横溝正史の文庫本

横溝正史エンサイクロペディアのなかに「横溝本の価格FAQ」という面白い考察があります。それによると,『まず知っていて,損はありません。横溝作品の多くは,現行本で読むことができるのです』とした上で,
・「金田一もの全77作品」は,現行の角川文庫と春陽文庫で相互補完すれば,読むことができます。
・春陽文庫を揃えている本屋は少ないかもしれませんが,注文すれば定価で購入できます。
・「人形佐七捕物帳」のほとんどは,現行の春陽文庫で読むことができます。角川文庫「自選人形佐七捕物帳(全3巻)」収録作品は,現行の春陽文庫に全て収録されています。

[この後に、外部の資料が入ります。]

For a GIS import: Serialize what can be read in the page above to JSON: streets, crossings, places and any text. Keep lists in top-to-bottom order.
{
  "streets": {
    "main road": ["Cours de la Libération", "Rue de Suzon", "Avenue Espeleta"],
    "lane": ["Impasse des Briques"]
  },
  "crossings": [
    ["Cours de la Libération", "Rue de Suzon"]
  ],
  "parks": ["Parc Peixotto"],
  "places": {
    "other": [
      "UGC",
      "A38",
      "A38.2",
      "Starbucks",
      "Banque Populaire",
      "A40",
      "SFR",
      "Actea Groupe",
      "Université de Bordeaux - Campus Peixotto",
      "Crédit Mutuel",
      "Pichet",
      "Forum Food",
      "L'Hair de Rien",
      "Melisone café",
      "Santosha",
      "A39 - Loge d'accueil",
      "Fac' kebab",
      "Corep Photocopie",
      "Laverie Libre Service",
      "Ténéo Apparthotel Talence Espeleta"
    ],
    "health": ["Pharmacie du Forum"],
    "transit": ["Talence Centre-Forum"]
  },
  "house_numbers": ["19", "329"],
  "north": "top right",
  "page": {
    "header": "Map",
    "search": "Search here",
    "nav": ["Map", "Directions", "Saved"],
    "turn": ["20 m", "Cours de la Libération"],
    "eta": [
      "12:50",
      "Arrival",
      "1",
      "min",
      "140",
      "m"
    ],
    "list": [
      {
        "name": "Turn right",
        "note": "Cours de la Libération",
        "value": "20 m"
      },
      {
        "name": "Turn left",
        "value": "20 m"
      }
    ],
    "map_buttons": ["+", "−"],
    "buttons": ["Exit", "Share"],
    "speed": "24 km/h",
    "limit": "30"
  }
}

・二束三文で仕入れた角川・横溝文庫に,定価以上の値付をし,インターネットオークションなどに出品している輩がいます。また横溝作品の本質に全く関連のない表紙図案の違いだけで,数万円で取引している輩もいます。嘆かわしい限りです。そういった輩に,「横溝正史」を語る資格なしと考えます。
・横溝正史・探偵小説→角川文庫化は,周知の事実です。「横溝作品」を数多く読む近道は,角川文庫の入手です。角川書店の他にも,各社より「横溝本」が刊行されていますので,入手できたものから順に読み進めましょう。
・角川文庫では,黒地に緑色文字背表紙の「緑304」「よ5」シリーズは,確かに絶版です。2,3の例外を除き,定価の半額程度までで購入するのが妥当な線でしょう。上限はどんなにがんばっても定価までです。なにせ総計5千万部以上流通した文庫シリーズですから,古本屋(インターネットを含む)を丹念に廻れば,見つかると思います。「レア」や「絶版」という言葉につられて,入札する必要など微塵もありません。ブックオフをはじめとする,古本屋の100円コーナーやワゴンセールなどで,ほとんど揃えることが出来るはずです。初版や帯付にこだわる必要が,ありますか?
・角川文庫『横溝正史読本』。定価は300円です。内容は小林信彦との対談がメインで,横溝・探偵小説は未収録です。「初版赤色カバー」「重版黒色カバー」などと記載されて,取引されているようです。カバーの有無や違いがあっても,中身は同じものなのですが…。一部でこの文庫が,5千~1万円という異常な高値で取引きされています。確かに絶版ですが,高くても千円以内が妥当なところでしょう。